The Florida team, which hailed from Tampa, went on to win the World Series championship, beating Arizona 4-0 and Chinese Taipei 2-1.
Johnston had played Florida in pool play and lost 13-3, but it was a 2-2 game into the fifth inning.
“We had one bad inning,” Bedrosian said. “If we didn’t, we would have been right there. Florida was definitely the best team and they deserved to win, but we were playing with them.”
Bedrosian said tournament organizers were impressed with the quality of play and the parity among the teams.
Johnston certainly made its mark. Its only losses came against the two teams that advanced out of pool play. Martellini led all the players in the tournament with a .667 average.
Johnston was the first Rhode Island team to ever make the World Series.
“We were well-respected out there,” Bedrosian said. “People loved seeing a team from Rhode Island doing well.”
And Johnston kept doing well even when its official tourney run was over. The team played a consolation game against the team from Canada and came away with a victory.

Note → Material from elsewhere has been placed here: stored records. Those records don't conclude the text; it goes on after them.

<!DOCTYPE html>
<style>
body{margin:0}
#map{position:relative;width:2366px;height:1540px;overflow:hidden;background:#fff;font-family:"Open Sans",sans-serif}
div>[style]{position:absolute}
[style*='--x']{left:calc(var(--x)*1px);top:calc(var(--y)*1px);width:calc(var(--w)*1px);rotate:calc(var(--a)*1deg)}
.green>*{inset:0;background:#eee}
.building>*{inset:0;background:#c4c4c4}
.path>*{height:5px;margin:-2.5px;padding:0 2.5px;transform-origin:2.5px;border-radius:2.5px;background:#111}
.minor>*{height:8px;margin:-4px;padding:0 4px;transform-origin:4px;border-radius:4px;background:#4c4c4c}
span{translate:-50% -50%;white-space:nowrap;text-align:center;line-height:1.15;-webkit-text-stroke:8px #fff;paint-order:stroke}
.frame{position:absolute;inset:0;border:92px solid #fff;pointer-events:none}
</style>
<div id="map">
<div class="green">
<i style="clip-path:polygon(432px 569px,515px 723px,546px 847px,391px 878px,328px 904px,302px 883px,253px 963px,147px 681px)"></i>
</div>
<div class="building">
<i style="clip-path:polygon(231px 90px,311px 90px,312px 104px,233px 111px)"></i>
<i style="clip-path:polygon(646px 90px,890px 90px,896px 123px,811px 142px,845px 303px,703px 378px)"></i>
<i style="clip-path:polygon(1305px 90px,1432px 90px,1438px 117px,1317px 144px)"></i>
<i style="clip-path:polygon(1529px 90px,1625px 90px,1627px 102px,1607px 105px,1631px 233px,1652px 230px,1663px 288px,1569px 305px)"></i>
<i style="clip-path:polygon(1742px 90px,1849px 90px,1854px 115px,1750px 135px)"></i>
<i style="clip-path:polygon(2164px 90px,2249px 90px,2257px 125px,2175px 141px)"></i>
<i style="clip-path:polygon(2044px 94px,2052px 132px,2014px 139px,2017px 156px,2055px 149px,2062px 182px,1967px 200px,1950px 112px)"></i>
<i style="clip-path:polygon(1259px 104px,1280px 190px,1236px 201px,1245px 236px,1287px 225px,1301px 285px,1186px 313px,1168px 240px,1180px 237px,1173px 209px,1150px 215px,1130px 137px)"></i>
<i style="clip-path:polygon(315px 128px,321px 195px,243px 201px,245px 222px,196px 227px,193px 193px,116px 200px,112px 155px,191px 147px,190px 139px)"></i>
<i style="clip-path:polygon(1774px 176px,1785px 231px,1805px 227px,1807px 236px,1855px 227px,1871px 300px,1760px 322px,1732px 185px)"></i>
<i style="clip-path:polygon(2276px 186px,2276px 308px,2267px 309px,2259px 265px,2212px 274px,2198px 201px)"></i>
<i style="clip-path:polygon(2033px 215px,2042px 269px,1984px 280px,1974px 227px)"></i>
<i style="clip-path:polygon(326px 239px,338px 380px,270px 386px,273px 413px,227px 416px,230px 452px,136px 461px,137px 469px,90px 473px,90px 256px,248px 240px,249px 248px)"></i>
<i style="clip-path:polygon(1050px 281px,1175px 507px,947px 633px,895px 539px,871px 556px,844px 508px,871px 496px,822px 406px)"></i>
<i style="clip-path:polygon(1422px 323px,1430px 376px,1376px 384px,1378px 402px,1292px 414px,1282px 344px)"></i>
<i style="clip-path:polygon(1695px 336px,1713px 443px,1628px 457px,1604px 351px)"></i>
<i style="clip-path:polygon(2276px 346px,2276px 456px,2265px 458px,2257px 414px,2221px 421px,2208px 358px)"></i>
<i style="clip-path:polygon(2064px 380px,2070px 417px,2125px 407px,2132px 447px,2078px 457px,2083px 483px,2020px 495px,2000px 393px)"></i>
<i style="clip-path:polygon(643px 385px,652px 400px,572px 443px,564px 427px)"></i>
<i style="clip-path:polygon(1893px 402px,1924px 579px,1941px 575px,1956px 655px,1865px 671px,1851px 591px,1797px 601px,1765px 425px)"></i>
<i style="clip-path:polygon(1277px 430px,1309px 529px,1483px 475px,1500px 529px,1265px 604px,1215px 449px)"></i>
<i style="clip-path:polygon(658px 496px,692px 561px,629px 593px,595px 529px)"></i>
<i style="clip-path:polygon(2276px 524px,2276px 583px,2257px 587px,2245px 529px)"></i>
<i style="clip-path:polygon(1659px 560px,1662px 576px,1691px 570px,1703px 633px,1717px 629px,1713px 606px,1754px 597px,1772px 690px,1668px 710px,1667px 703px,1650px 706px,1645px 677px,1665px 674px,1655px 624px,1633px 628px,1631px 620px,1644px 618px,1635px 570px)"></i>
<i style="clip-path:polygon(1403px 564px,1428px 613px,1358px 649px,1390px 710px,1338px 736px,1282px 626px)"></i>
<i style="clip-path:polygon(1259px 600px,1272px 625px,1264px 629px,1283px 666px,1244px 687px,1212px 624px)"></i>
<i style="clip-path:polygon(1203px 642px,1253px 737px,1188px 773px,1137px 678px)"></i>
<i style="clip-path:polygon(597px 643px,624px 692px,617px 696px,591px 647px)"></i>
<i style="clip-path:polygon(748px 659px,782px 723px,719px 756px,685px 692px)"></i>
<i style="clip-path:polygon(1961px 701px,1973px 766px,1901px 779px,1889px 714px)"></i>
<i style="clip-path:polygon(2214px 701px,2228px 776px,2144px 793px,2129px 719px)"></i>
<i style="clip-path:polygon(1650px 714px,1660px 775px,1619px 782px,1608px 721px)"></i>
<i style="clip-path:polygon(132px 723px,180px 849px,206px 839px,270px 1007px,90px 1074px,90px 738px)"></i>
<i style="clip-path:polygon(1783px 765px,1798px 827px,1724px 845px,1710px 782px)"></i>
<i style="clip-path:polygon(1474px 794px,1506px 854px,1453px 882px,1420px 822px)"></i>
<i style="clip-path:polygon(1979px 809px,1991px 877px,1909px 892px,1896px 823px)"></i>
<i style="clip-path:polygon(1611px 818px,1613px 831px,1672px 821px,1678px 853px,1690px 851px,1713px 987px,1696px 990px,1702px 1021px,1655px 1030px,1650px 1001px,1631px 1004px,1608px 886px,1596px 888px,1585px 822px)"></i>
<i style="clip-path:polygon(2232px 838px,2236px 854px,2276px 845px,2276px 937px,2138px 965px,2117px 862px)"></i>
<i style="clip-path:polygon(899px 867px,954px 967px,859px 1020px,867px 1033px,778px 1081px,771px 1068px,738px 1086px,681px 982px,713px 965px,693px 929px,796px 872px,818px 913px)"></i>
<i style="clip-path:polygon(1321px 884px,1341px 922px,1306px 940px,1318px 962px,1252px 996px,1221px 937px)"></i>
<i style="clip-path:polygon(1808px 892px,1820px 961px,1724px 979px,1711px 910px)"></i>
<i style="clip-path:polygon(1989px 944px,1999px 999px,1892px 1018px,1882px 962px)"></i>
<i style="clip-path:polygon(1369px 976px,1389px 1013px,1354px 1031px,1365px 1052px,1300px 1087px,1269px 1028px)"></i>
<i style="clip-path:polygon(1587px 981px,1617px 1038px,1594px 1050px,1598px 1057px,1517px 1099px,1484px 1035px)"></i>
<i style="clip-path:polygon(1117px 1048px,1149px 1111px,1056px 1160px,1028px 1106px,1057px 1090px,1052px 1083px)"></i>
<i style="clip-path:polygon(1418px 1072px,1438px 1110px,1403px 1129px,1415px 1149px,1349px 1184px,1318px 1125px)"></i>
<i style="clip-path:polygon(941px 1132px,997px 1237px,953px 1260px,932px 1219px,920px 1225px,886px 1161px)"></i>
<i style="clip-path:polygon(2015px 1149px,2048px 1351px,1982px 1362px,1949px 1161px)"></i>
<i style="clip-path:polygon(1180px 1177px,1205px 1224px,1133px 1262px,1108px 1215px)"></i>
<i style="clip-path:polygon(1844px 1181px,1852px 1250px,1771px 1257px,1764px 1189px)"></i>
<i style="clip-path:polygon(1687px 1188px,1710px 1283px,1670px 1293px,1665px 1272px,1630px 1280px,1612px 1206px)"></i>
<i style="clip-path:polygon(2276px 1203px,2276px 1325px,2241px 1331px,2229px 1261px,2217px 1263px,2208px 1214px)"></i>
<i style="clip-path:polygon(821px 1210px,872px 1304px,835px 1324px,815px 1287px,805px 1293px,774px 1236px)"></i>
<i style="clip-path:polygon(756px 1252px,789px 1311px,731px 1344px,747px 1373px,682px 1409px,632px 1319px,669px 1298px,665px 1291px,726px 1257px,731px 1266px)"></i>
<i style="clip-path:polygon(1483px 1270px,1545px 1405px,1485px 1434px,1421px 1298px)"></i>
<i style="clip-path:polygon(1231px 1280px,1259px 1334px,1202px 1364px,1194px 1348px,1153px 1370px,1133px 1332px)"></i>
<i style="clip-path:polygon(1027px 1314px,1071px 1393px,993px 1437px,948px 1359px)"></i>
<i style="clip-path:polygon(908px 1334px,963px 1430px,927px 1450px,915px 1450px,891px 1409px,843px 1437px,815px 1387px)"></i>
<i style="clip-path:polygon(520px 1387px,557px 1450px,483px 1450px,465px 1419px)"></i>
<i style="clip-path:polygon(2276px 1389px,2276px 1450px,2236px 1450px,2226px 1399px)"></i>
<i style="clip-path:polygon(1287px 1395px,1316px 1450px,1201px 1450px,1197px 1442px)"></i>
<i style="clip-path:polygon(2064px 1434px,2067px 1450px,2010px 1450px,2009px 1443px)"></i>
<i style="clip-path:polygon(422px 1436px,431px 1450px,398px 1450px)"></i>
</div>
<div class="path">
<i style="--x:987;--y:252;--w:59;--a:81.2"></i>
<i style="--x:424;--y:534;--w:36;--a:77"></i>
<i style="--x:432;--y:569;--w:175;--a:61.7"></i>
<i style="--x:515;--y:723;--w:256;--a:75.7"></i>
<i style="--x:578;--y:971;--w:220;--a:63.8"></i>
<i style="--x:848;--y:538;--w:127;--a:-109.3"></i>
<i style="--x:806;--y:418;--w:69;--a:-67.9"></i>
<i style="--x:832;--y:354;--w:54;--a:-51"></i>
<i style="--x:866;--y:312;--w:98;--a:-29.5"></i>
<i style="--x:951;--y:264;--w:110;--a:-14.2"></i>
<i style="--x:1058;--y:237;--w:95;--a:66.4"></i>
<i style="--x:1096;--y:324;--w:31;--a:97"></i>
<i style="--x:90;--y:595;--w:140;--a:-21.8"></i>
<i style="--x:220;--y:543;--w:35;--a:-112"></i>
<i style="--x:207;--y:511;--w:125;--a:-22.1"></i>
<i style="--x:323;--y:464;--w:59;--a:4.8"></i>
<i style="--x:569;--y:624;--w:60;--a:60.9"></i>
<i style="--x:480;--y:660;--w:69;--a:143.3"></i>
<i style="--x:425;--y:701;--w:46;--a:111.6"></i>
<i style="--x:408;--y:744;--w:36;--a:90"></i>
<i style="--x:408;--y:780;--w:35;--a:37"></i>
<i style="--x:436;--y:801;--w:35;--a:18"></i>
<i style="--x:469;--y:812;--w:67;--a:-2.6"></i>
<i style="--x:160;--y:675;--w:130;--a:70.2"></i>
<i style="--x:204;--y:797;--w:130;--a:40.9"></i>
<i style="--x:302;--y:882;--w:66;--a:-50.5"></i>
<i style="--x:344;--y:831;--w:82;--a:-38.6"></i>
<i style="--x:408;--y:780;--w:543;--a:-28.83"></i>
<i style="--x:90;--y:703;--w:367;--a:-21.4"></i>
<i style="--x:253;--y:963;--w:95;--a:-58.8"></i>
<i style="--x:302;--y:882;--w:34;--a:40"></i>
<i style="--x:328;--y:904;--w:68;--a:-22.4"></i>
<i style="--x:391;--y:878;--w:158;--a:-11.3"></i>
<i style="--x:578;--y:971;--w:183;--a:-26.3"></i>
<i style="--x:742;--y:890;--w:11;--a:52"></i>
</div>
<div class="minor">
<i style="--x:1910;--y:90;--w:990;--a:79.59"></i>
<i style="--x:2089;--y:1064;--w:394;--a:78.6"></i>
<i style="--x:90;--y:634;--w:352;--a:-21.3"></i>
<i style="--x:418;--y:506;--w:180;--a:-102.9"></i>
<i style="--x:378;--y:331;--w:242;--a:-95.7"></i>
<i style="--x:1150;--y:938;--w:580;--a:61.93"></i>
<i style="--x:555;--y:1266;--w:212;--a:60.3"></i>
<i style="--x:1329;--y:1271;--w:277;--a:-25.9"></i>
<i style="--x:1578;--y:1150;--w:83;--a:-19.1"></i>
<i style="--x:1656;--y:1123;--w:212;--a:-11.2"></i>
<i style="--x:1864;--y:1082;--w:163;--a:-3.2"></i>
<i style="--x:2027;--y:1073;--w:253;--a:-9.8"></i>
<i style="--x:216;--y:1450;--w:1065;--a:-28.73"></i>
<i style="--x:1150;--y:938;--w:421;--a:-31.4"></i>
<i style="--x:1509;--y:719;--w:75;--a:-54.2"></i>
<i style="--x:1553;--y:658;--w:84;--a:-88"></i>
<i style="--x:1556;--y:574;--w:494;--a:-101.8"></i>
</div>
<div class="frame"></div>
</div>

“It was a consolation game and some teams weren’t too hyped up about it, but we said, ‘We’re here and we want to win,’” Bedrosian said. “To win our last two games was a great feeling.”
Even though it wasn’t a championship win, a victory was a fitting ending to a remarkable summer.
“This wasn’t the most talented team, but every time we needed a big hit or good pitching, it happened,” Bedrosian said. “It was a real team effort. Everybody made mistakes but everybody came up big, too.”
The team started the summer with high expectations, hoping to make a return trip to regionals. It had lost in the regional finals in 2010.
Bedrosian divided his team’s goals into three phases – win districts, win states and win the regional. Those were lofty goals and when the team started practicing, Bedrosian had to wonder if they might be too lofty.
“I knew we had a good team, but from day one, I never thought this was the team that would go to a World Series,” Bedrosian said. “I think last year’s team was probably more talented, but these guys just kept coming up big.”
Johnston breezed through the district tournament, winning two straight to get through the winners’ bracket and beating Edgewood/South Elmwood for the title.
It was the same story at states, where Johnston rolled through the bracket and beat East Greenwich for the championship.
At the regionals in Freehold, N.J., Johnston started writing its fairy tale in earnest. After a loss in its second game, Johnston fought all the way back, winning three elimination games in two days for a chance at the championship. Johnston still had to beat Pennsylvania twice, though.
It happened in storybook fashion. On the morning of August 11, Johnston fought through a back-and-forth game, tied it late on a key hit by Marc Conte and won it on a walk-off home run by Martellini.
“Marc had the huge hit and Gian came through,” Bedrosian said. “It sounds crazy, but when he came up, I just knew he was going to hit a home run.”
The rest was history.
“Once we won that game, you could just feel the emotion,” Bedrosian said. “We put up 10 in the first and that was it.”
Johnston went on to an 18-7 victory to clinch the championship, completing an amazing run. It included five wins in three days.
That magic didn’t last all the way through the World Series, and Johnston couldn’t finish its summer with the ultimate championship.
But it didn’t much matter. The Johnston stars had a strong showing at their first World Series – and they’ll remember their summer forever.
“It was a great experience for everybody,” Bedrosian said. “They had a ball. It was just a great ride.”